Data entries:
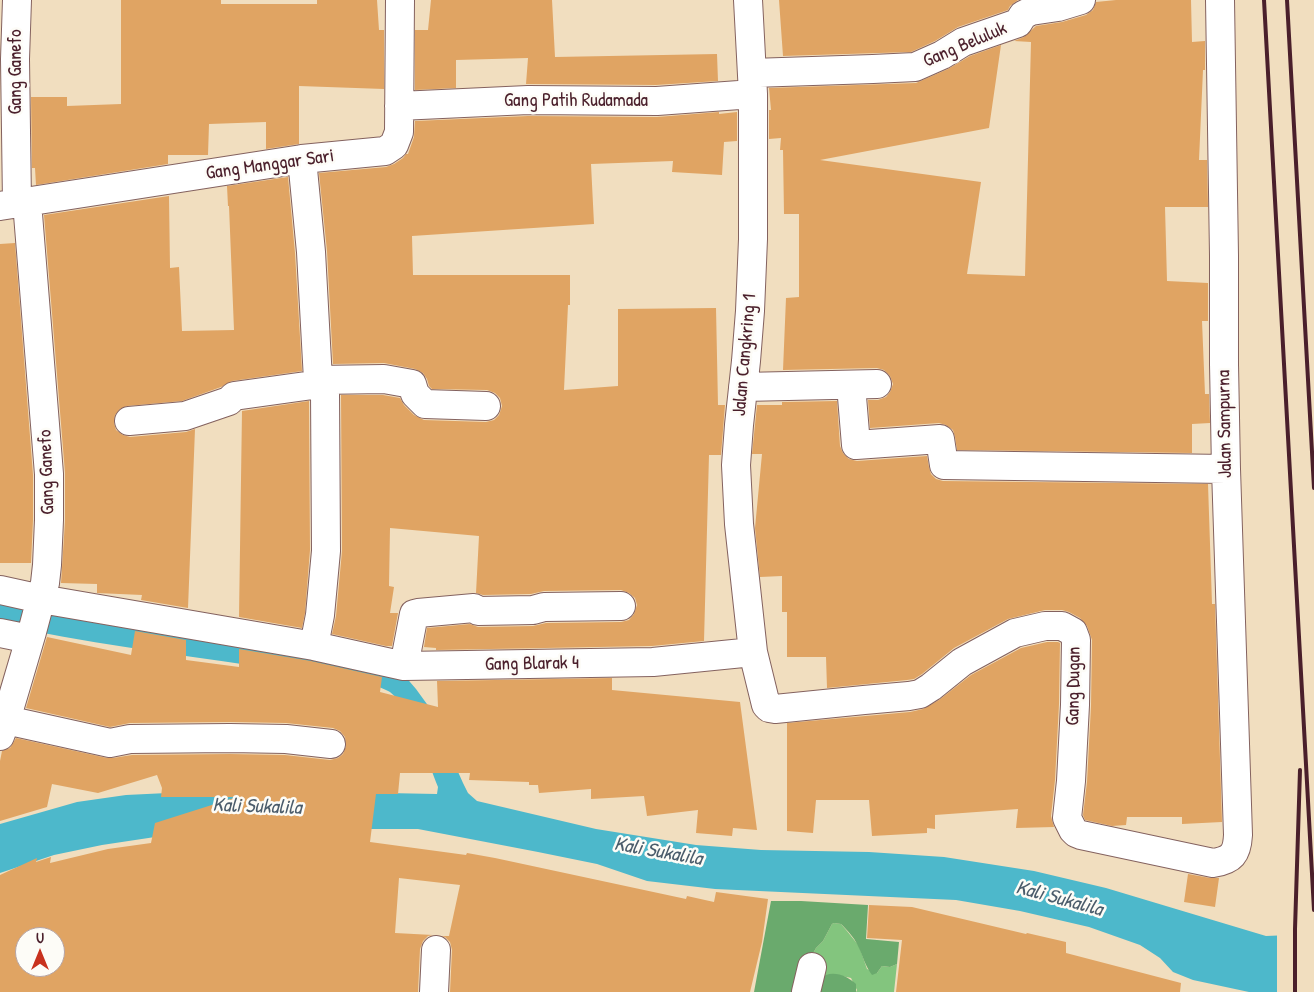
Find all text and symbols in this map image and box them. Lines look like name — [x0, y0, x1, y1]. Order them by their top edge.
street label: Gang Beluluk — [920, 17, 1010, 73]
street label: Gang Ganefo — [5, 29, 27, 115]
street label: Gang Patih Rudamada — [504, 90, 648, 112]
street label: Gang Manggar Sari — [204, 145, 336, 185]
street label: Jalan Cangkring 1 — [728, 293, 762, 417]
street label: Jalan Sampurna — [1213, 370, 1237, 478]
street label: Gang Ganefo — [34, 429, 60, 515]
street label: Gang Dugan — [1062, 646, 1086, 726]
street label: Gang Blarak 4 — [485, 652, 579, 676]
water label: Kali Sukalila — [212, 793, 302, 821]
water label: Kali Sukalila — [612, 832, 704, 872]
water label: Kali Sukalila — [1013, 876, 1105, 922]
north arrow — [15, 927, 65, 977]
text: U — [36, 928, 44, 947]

...

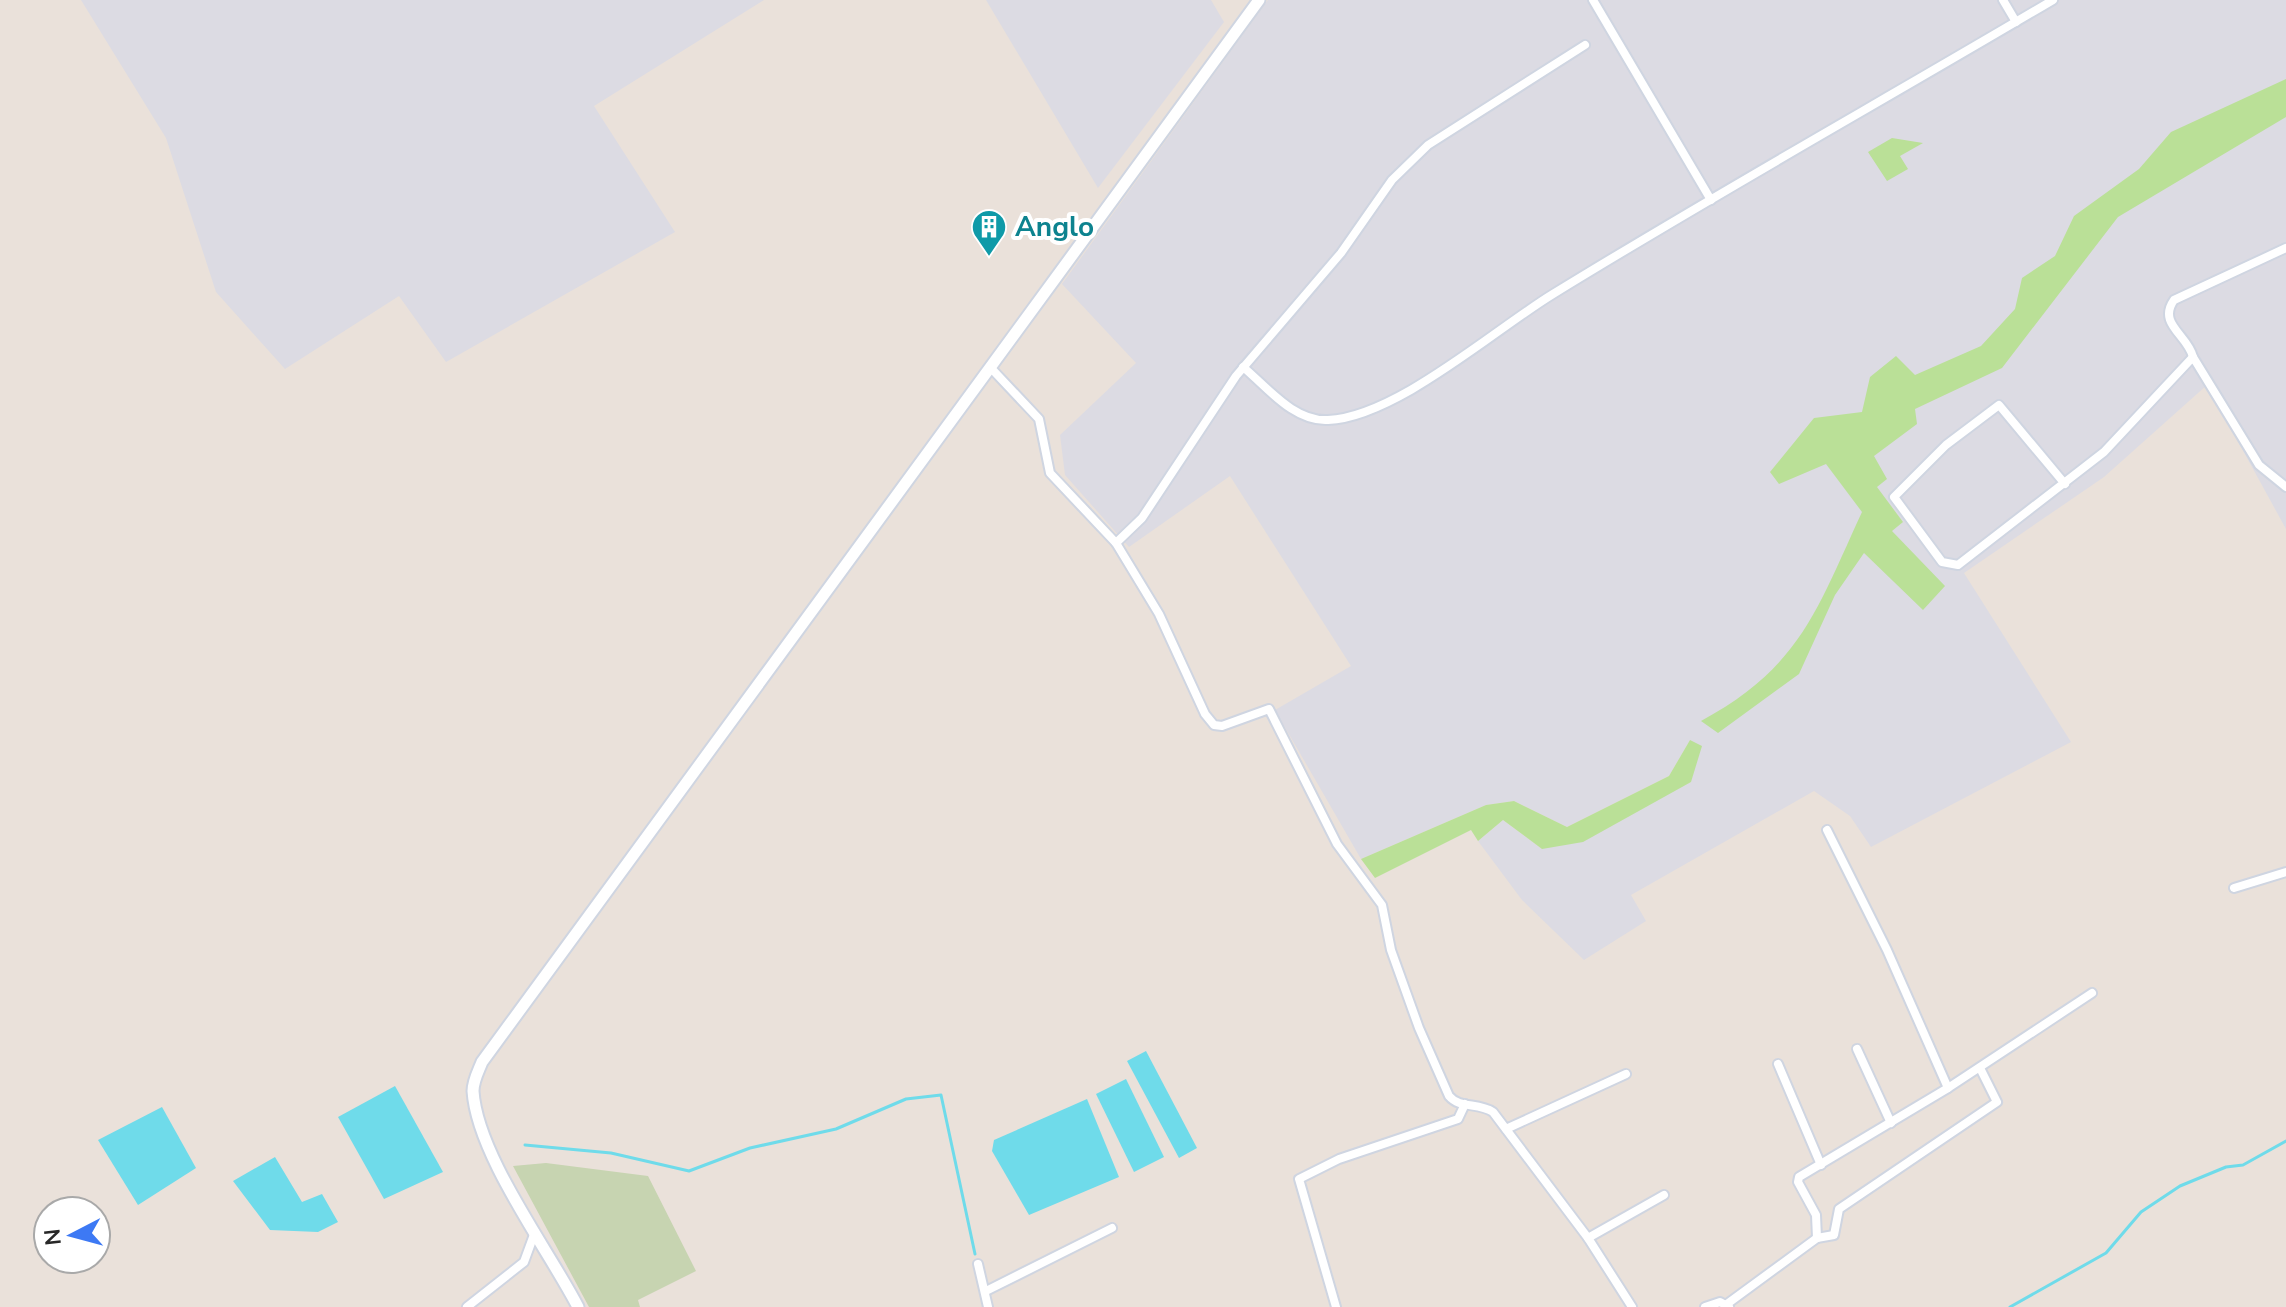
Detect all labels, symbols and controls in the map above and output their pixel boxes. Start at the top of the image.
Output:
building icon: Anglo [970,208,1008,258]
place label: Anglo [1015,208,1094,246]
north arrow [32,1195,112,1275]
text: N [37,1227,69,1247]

==

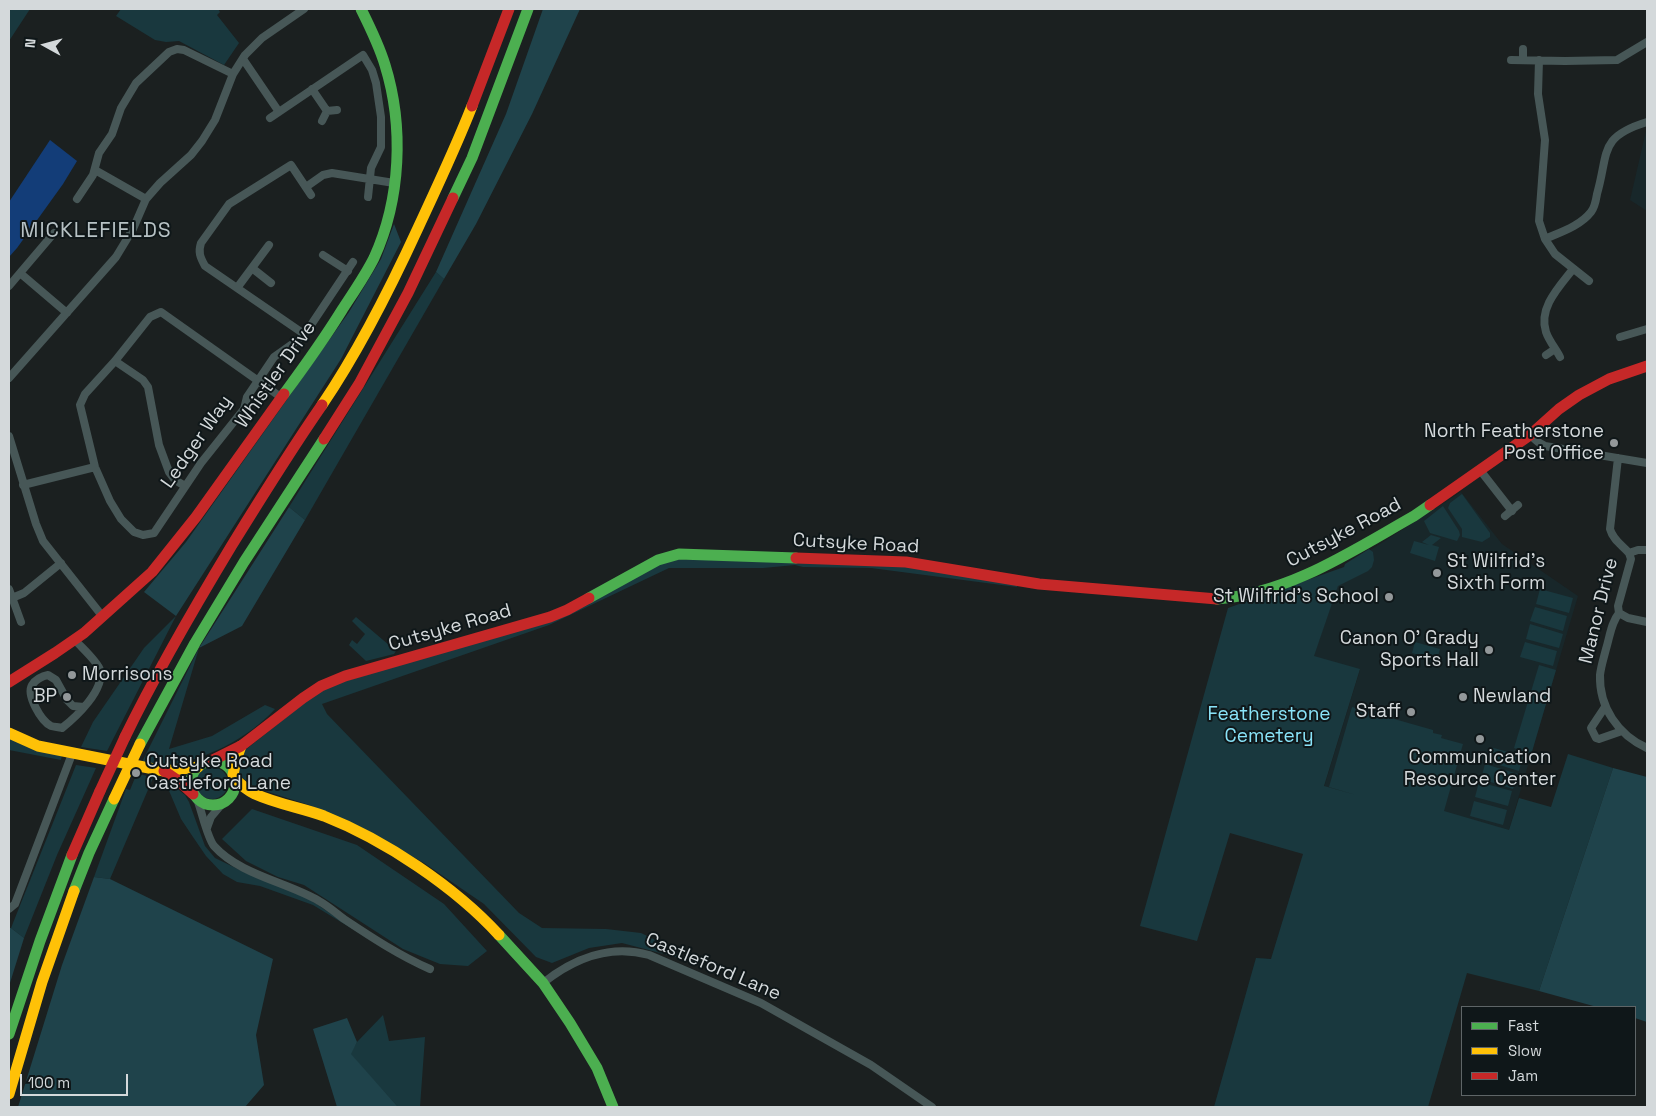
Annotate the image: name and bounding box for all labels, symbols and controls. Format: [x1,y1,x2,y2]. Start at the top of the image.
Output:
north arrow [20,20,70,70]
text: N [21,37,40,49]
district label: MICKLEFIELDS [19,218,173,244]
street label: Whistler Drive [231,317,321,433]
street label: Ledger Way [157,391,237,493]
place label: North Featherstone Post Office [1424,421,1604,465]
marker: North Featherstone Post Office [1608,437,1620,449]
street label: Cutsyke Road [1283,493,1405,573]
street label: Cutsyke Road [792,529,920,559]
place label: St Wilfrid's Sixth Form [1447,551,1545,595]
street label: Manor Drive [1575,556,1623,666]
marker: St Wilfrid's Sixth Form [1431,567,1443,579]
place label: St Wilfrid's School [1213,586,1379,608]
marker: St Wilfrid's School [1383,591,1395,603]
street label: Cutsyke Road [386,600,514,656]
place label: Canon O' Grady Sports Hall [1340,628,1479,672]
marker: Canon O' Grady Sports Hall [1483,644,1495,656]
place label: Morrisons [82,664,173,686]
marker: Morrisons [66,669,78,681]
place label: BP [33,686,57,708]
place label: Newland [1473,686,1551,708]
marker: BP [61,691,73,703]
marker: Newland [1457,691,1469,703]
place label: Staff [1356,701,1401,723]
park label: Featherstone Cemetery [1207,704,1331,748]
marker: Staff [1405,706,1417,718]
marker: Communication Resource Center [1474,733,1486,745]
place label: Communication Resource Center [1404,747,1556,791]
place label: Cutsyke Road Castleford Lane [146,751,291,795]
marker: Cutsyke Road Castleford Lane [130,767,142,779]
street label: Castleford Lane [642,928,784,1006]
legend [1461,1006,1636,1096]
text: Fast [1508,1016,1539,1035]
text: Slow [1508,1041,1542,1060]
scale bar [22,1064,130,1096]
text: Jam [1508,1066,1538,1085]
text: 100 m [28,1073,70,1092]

**Assignment:** Look through the entries above and find each line where the word "Start" occurs; copy those lines.

**Written answer:**
Detect all labels, symbols and controls in the map above and output their pixel boxes. Start at the top of the image.
Annotate the image: name and bounding box for all labels, symbols and controls. Format: [x1,y1,x2,y2]. Start at the top of the image.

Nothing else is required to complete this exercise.